I want Python to use regular expressions and get strings with initials and endings

Asked 1 years ago, Updated 1 years ago, 405 views

Run Environment

Windows 10 Python 3.X

What do you want to do

We would like to list the following strings using the regular expression re.findall to obtain up to two units: numeric values and ms and MB.I could get up to the number, but I couldn't get the credit.

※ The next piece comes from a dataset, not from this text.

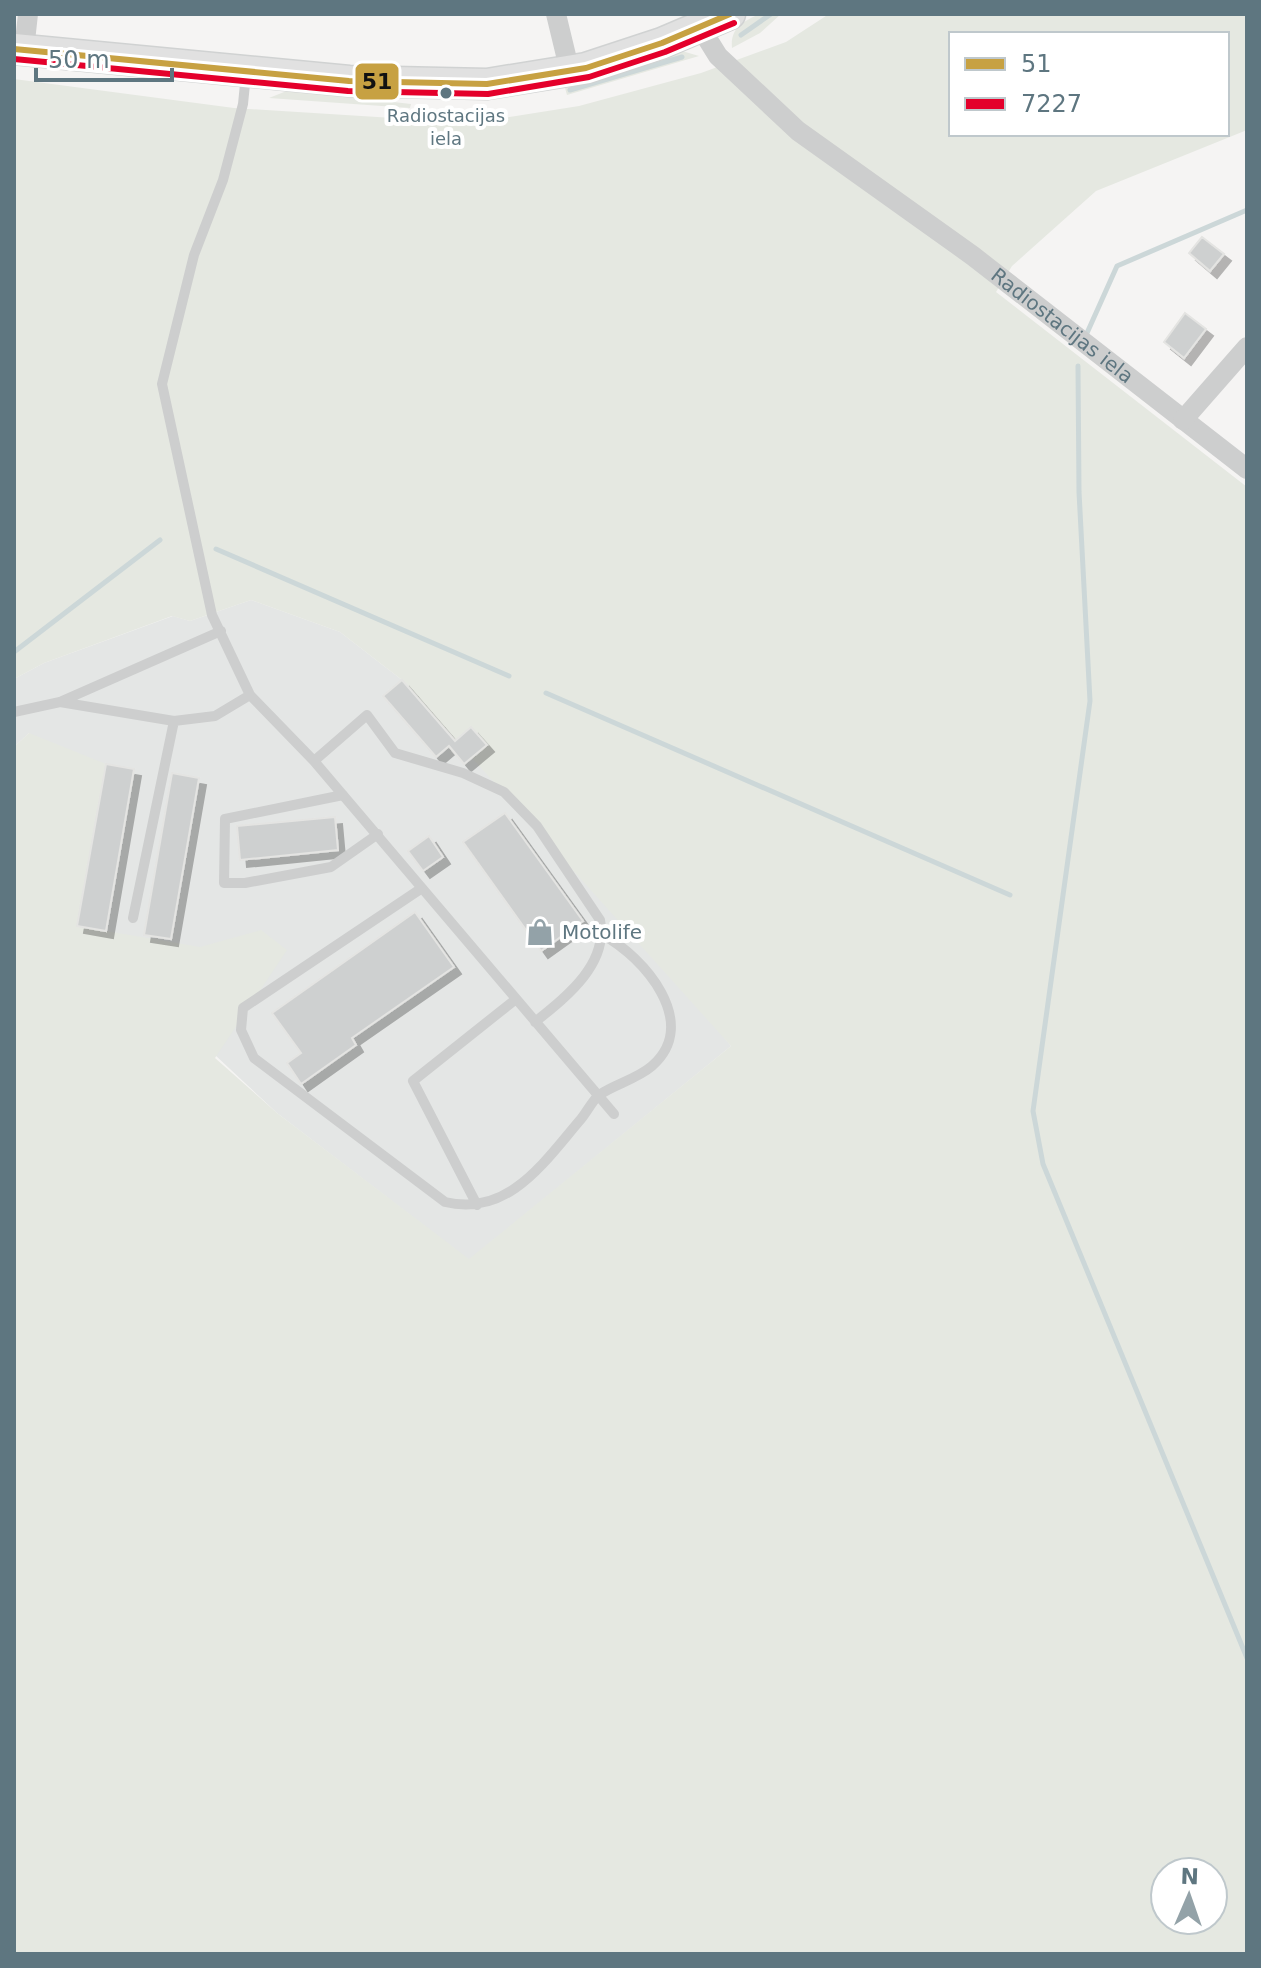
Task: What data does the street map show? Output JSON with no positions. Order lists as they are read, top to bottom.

In order to make the string look like the following list, I want to get both initials and endings at the same time, but the way to do it is
I don't know. It may be a rudimentary question, but I would appreciate it if you could let me know.

 'Duration: 123.45 ms\tBuild Duration: 123 ms\tMemory Size: 123 MB\tMax Memory Used: 123 MB\tInit Duration: 1234.56 ms'
['123.45ms', '123ms', '123MB', '123MB', '1234.56ms']

Tried

After learning about regular expressions, I was able to get numbers first.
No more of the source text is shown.